Aerosol particles play an important role in Earth’s climate through direct effects on Earth’s radiation budget by absorbing and scattering solar radiation and through indirect effects by affecting cloud formation and cloud properties. Atmospheric aerosol particles can be produced by two different methods. Primary particles (e.g., dust, pollen, sea salt, and soot) are emitted directly to the atmosphere, while secondary particles are formed through nucleation and new particle formation (NPF). To accurately predict aerosol concentrations and their effects on climate, numerical climate models need to accurately simulate nucleation and NPF processes in different regions.

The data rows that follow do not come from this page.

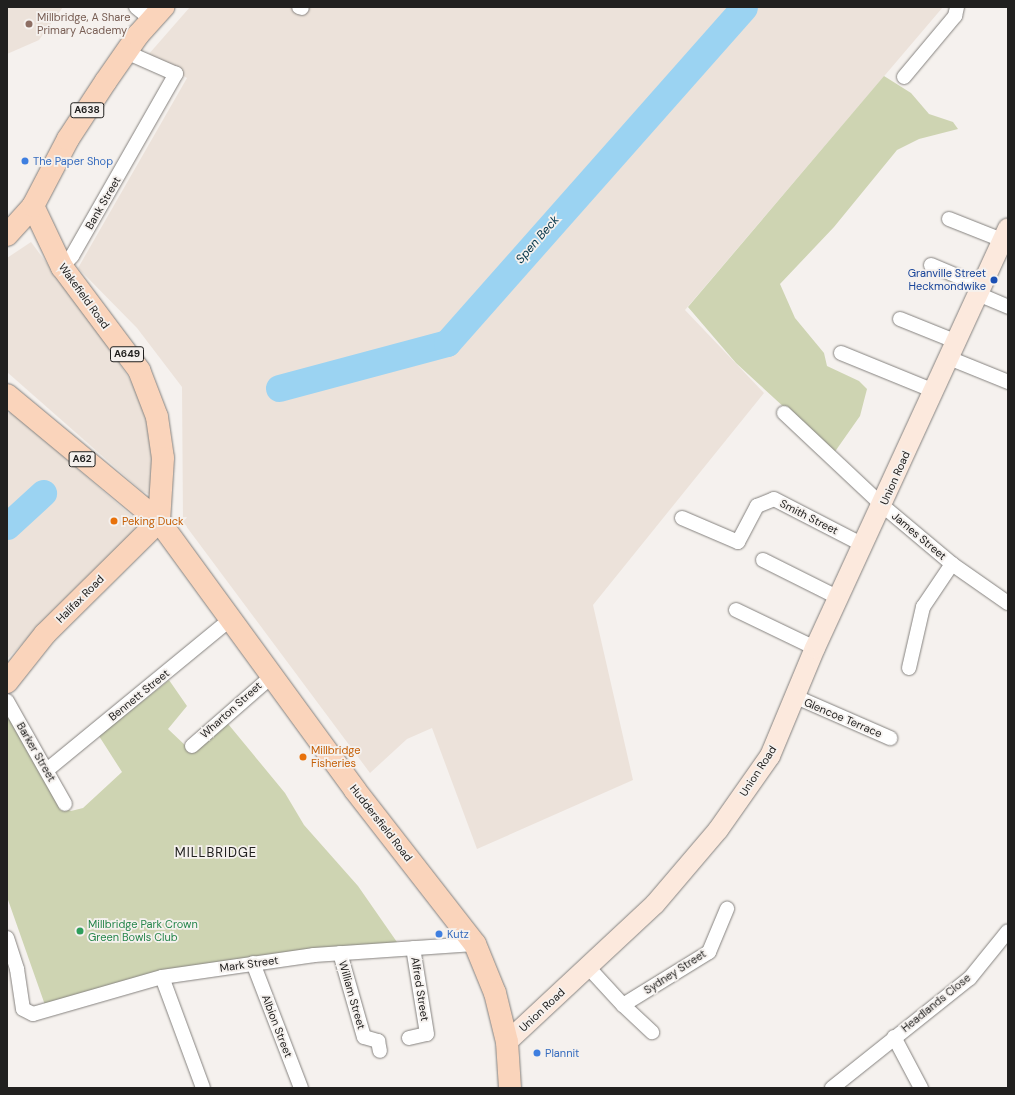 <!DOCTYPE html>
<style>
body{margin:0}
#map{position:relative;width:1015px;height:1095px;overflow:hidden;background:#f5f1ee;font-family:"DM Sans",sans-serif}
div>[style]{position:absolute}
.built>*{inset:0;background:#ece2da}
.green>*{inset:0;background:#ced4b2}
.river>*{height:27px;margin:-13.5px;padding:0 13.5px;transform-origin:13.5px;border-radius:13.5px;background:#9bd3f2}
.roads{filter:drop-shadow(0 0 1px #85827f) drop-shadow(0 0 1px #85827f)}
.street>*{height:14px;margin:-7px;padding:0 7px;transform-origin:7px;border-radius:7px;background:#fff}
.secondary>*{height:20px;margin:-10px;padding:0 10px;transform-origin:10px;border-radius:10px;background:#fce9dd}
.primary>*{height:22px;margin:-11px;padding:0 11px;transform-origin:11px;border-radius:11px;background:#fad4bb}
.dots>*{width:11px;height:11px;translate:-50% -50%;box-sizing:border-box;border:2px solid #f5f1ee;border-radius:50%}
span{translate:-50% -50%;white-space:nowrap;text-align:center;line-height:1.15;-webkit-text-stroke:3.5px #f5f1ee;paint-order:stroke}
.shield-label span{padding:1px 3px;background:#f5f1ee;border:1px solid;border-radius:3px;-webkit-text-stroke-width:0}
.shield-label{font-size:10px;color:#21201f;font-weight:700}
.education-label{font-size:11px;color:#785e54}
.left{translate:0 -50%;text-align:left}
.shop-label{font-size:11px;color:#366cbe}
.street-label{font-size:11px;color:#21201f}
.transit-label{font-size:11px;color:#164399}
.right{translate:-100% -50%;text-align:right}
.food-label{font-size:11px;color:#c56008}
.leisure-label{font-size:11px;color:#27864d}
.water-label{font-size:12px;color:#013348;font-style:italic}
.quarter-label{font-size:13px;color:#21201f;letter-spacing:1px}
.frame{position:absolute;inset:0;border:8px solid #21201f;pointer-events:none}
</style>
<div id="map">
<div class="built">
<div style="clip-path:polygon(7px 7px,63px 7px,39px 40px,7px 54px)"></div>
<div style="clip-path:polygon(190px 7px,943px 7px,685px 310px,764px 393px,593px 605px,633px 780px,477px 849px,432px 728px,407px 739px,370px 773px,183px 522px,182px 387px,137px 328px,78px 268px,187px 78px,148px 55px)"></div>
<div style="clip-path:polygon(31px 242px,93px 325px,139px 393px,153px 420px,157px 498px,142px 491px,7px 372px,7px 258px)"></div>
<div style="clip-path:polygon(12px 412px,141px 524px,7px 659px,7px 414px)"></div>
</div>
<div class="green">
<div style="clip-path:polygon(884px 76px,911px 93px,929px 114px,953px 122px,958px 129px,919px 139px,897px 150px,834px 227px,780px 284px,795px 318px,824px 353px,827px 366px,859px 381px,867px 389px,860px 416px,834px 453px,736px 363px,688px 307px)"></div>
<div style="clip-path:polygon(169px 680px,187px 706px,168px 729px,187px 747px,224px 719px,285px 793px,304px 825px,358px 886px,399px 945px,315px 951px,45px 1005px,7px 897px,7px 711px,60px 806px,71px 811px,83px 808px,122px 772px,99px 736px)"></div>
</div>
<div class="river">
<div style="left:279px;top:388px;width:174px;rotate:-15deg"></div>
<div style="left:447px;top:343px;width:448px;rotate:-48.5deg"></div>
<div style="left:7px;top:526px;width:49px;rotate:-42.5deg"></div>
</div>
<div class="roads">
<div class="street">
<div style="left:136px;top:7px;width:21px;rotate:39deg"></div>
<div style="left:299px;top:7px;width:3px;rotate:18deg"></div>
<div style="left:904px;top:77px;width:80px;rotate:-50.1deg"></div>
<div style="left:955px;top:16px;width:9px;rotate:-77deg"></div>
<div style="left:949px;top:219px;width:57px;rotate:21.6deg"></div>
<div style="left:931px;top:265px;width:54px;rotate:22.8deg"></div>
<div style="left:62px;top:267px;width:15px;rotate:-48deg"></div>
<div style="left:72px;top:256px;width:210px;rotate:-60.3deg"></div>
<div style="left:176px;top:74px;width:55px;rotate:-156.3deg"></div>
<div style="left:978px;top:294px;width:33px;rotate:23deg"></div>
<div style="left:900px;top:319px;width:61px;rotate:22deg"></div>
<div style="left:841px;top:353px;width:100px;rotate:22.2deg"></div>
<div style="left:949px;top:358px;width:64px;rotate:22.1deg"></div>
<div style="left:784px;top:413px;width:136px;rotate:43.2deg"></div>
<div style="left:883px;top:506px;width:90px;rotate:40deg"></div>
<div style="left:952px;top:564px;width:68px;rotate:34.9deg"></div>
<div style="left:682px;top:518px;width:61px;rotate:23.2deg"></div>
<div style="left:738px;top:542px;width:41px;rotate:-62.2deg"></div>
<div style="left:757px;top:506px;width:18px;rotate:-22deg"></div>
<div style="left:774px;top:499px;width:102px;rotate:27.3deg"></div>
<div style="left:763px;top:560px;width:85px;rotate:26.6deg"></div>
<div style="left:736px;top:610px;width:88px;rotate:25.7deg"></div>
<div style="left:909px;top:668px;width:63px;rotate:-77.1deg"></div>
<div style="left:923px;top:607px;width:52px;rotate:-56deg"></div>
<div style="left:796px;top:697px;width:103px;rotate:23.6deg"></div>
<div style="left:7px;top:701px;width:118px;rotate:60.6deg"></div>
<div style="left:192px;top:746px;width:106px;rotate:-41.2deg"></div>
<div style="left:47px;top:770px;width:238px;rotate:-39.4deg"></div>
<div style="left:7px;top:938px;width:33px;rotate:72deg"></div>
<div style="left:17px;top:969px;width:40px;rotate:81.5deg"></div>
<div style="left:23px;top:1009px;width:11px;rotate:27deg"></div>
<div style="left:33px;top:1014px;width:134px;rotate:-16deg"></div>
<div style="left:162px;top:977px;width:154px;rotate:-8.2deg"></div>
<div style="left:314px;top:955px;width:161px;rotate:-3.9deg"></div>
<div style="left:340px;top:953px;width:87px;rotate:74.1deg"></div>
<div style="left:364px;top:1037px;width:15px;rotate:16deg"></div>
<div style="left:378px;top:1041px;width:10px;rotate:79deg"></div>
<div style="left:253px;top:963px;width:134px;rotate:69deg"></div>
<div style="left:588px;top:967px;width:52px;rotate:47.4deg"></div>
<div style="left:623px;top:1005px;width:101px;rotate:-31.6deg"></div>
<div style="left:709px;top:952px;width:47px;rotate:-67.3deg"></div>
<div style="left:162px;top:977px;width:118px;rotate:69.7deg"></div>
<div style="left:623px;top:1005px;width:40px;rotate:43deg"></div>
<div style="left:894px;top:1037px;width:58px;rotate:62.1deg"></div>
<div style="left:409px;top:1038px;width:18px;rotate:-13deg"></div>
<div style="left:427px;top:1034px;width:87px;rotate:-99.2deg"></div>
<div style="left:832px;top:1088px;width:176px;rotate:-38.6deg"></div>
<div style="left:970px;top:978px;width:60px;rotate:-51deg"></div>
</div>
<div class="secondary">
<div style="left:507px;top:1042px;width:202px;rotate:-43deg"></div>
<div style="left:655px;top:904px;width:97px;rotate:-49.6deg"></div>
<div style="left:718px;top:830px;width:90px;rotate:-54.9deg"></div>
<div style="left:770px;top:756px;width:117px;rotate:-67.4deg"></div>
<div style="left:815px;top:648px;width:462px;rotate:-65.3deg"></div>
</div>
<div class="primary">
<div style="left:33px;top:206px;width:68px;rotate:64.6deg"></div>
<div style="left:62px;top:267px;width:129px;rotate:53.2deg"></div>
<div style="left:139px;top:370px;width:50px;rotate:69deg"></div>
<div style="left:157px;top:417px;width:41px;rotate:81.7deg"></div>
<div style="left:163px;top:458px;width:63px;rotate:93.6deg"></div>
<div style="left:7px;top:235px;width:39px;rotate:-48deg"></div>
<div style="left:33px;top:206px;width:76px;rotate:-62.4deg"></div>
<div style="left:68px;top:139px;width:69px;rotate:-56.8deg"></div>
<div style="left:106px;top:81px;width:56px;rotate:-55.2deg"></div>
<div style="left:138px;top:35px;width:38px;rotate:-48deg"></div>
<div style="left:7px;top:395px;width:197px;rotate:39.7deg"></div>
<div style="left:159px;top:521px;width:333px;rotate:53.9deg"></div>
<div style="left:355px;top:790px;width:195px;rotate:52.1deg"></div>
<div style="left:475px;top:944px;width:53px;rotate:67.8deg"></div>
<div style="left:495px;top:993px;width:50px;rotate:76.2deg"></div>
<div style="left:507px;top:1042px;width:46px;rotate:86.3deg"></div>
<div style="left:7px;top:682px;width:61px;rotate:-51.6deg"></div>
<div style="left:45px;top:634px;width:161px;rotate:-44.7deg"></div>
</div>
</div>
<div class="dots">
<div style="left:29px;top:24px;background:#8d6e63"></div>
<div style="left:25px;top:161px;background:#3f7fe0"></div>
<div style="left:994px;top:280px;background:#1a4fb4"></div>
<div style="left:114px;top:521px;background:#e8710a"></div>
<div style="left:303px;top:757px;background:#e8710a"></div>
<div style="left:80px;top:931px;background:#2e9e5b"></div>
<div style="left:439px;top:934px;background:#3f7fe0"></div>
<div style="left:537px;top:1053px;background:#3f7fe0"></div>
</div>
<div class="shield-label">
<span style="left:87px;top:110px">A638</span>
<span style="left:127px;top:354px">A649</span>
<span style="left:82px;top:459px">A62</span>
</div>
<div class="education-label">
<span class="left" style="left:37px;top:24px">Millbridge, A Share<br>Primary Academy</span>
</div>
<div class="shop-label">
<span class="left" style="left:33px;top:161px">The Paper Shop</span>
<span class="left" style="left:447px;top:934px">Kutz</span>
<span class="left" style="left:545px;top:1053px">Plannit</span>
</div>
<div class="street-label">
<span style="left:103px;top:203px;rotate:-60deg">Bank Street</span>
<span style="left:84px;top:296px;rotate:54deg">Wakefield Road</span>
<span style="left:895px;top:478px;rotate:-66deg">Union Road</span>
<span style="left:809px;top:517px;rotate:27deg">Smith Street</span>
<span style="left:919px;top:536px;rotate:40deg">James Street</span>
<span style="left:80px;top:599px;rotate:-45deg">Halifax Road</span>
<span style="left:139px;top:695px;rotate:-39deg">Bennett Street</span>
<span style="left:231px;top:710px;rotate:-42deg">Wharton Street</span>
<span style="left:843px;top:718px;rotate:23deg">Glencoe Terrace</span>
<span style="left:36px;top:752px;rotate:60deg">Barker Street</span>
<span style="left:758px;top:771px;rotate:-57deg">Union Road</span>
<span style="left:381px;top:823px;rotate:52deg">Huddersfield Road</span>
<span style="left:249px;top:964px;rotate:-8deg">Mark Street</span>
<span style="left:675px;top:972px;rotate:-33deg">Sydney Street</span>
<span style="left:420px;top:989px;rotate:81deg">Alfred Street</span>
<span style="left:352px;top:995px;rotate:74deg">William Street</span>
<span style="left:936px;top:1003px;rotate:-39deg">Headlands Close</span>
<span style="left:542px;top:1010px;rotate:-43deg">Union Road</span>
<span style="left:277px;top:1026px;rotate:69deg">Albion Street</span>
</div>
<div class="transit-label">
<span class="right" style="left:986px;top:280px">Granville Street<br>Heckmondwike</span>
</div>
<div class="food-label">
<span class="left" style="left:122px;top:521px">Peking Duck</span>
<span class="left" style="left:311px;top:757px">Millbridge<br>Fisheries</span>
</div>
<div class="leisure-label">
<span class="left" style="left:88px;top:931px">Millbridge Park Crown<br>Green Bowls Club</span>
</div>
<div class="water-label">
<span style="left:538px;top:240px;rotate:-49deg">Spen Beck</span>
</div>
<div class="quarter-label">
<span style="left:216px;top:853px">MILLBRIDGE</span>
</div>
<div class="frame"></div>
</div>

A team of scientists, including a Department of Energy researcher at Pacific Northwest National Laboratory, applied a method for predicting NPF treatment in the Weather Research Forecasting-Chem (WRF-Chem) model and evaluated the condensation nuclei (CN) concentrations and frequency of NPF events over East Asia predicted by the model simulations. They found the WRF-Chem model can calculate the growth and sink of nucleated clusters explicitly with 20 aerosol sizes from 1 nm to 10 μm. The model reproduced the observed spatial and temporal variations of CN and cloud condensation nuclei (CCN) number concentrations, the frequency of NPF events, and the contribution of primary and secondary particles within the boundary layer over East Asia and its outflow region. Secondary particles formed have a large impact on CN and CCN concentrations, suggesting that NPF events could influence cloud droplets and aerosol indirect effects. This study is the first to apply and evaluate a three-dimensional model that can explicitly calculate new particle formation in East Asia.


Matsui, H., M. Koike, N. Takegawa, Y. Kondo, A. Takami, T. Takamura, S. Yoon, S.-W. Kim, H.-C. Lim, and J. D. Fast. 2013. “Spatial and Temporal Variations of New Particle Formation in East Asia Using an NPF-Explicit WRF-Chem Model: North-South Contrast in New Particle Formation Frequency,” Journal of Geophysical Research Atmospheres 118,11,647-11,663. DOI: 10.1002/jgrd.50821.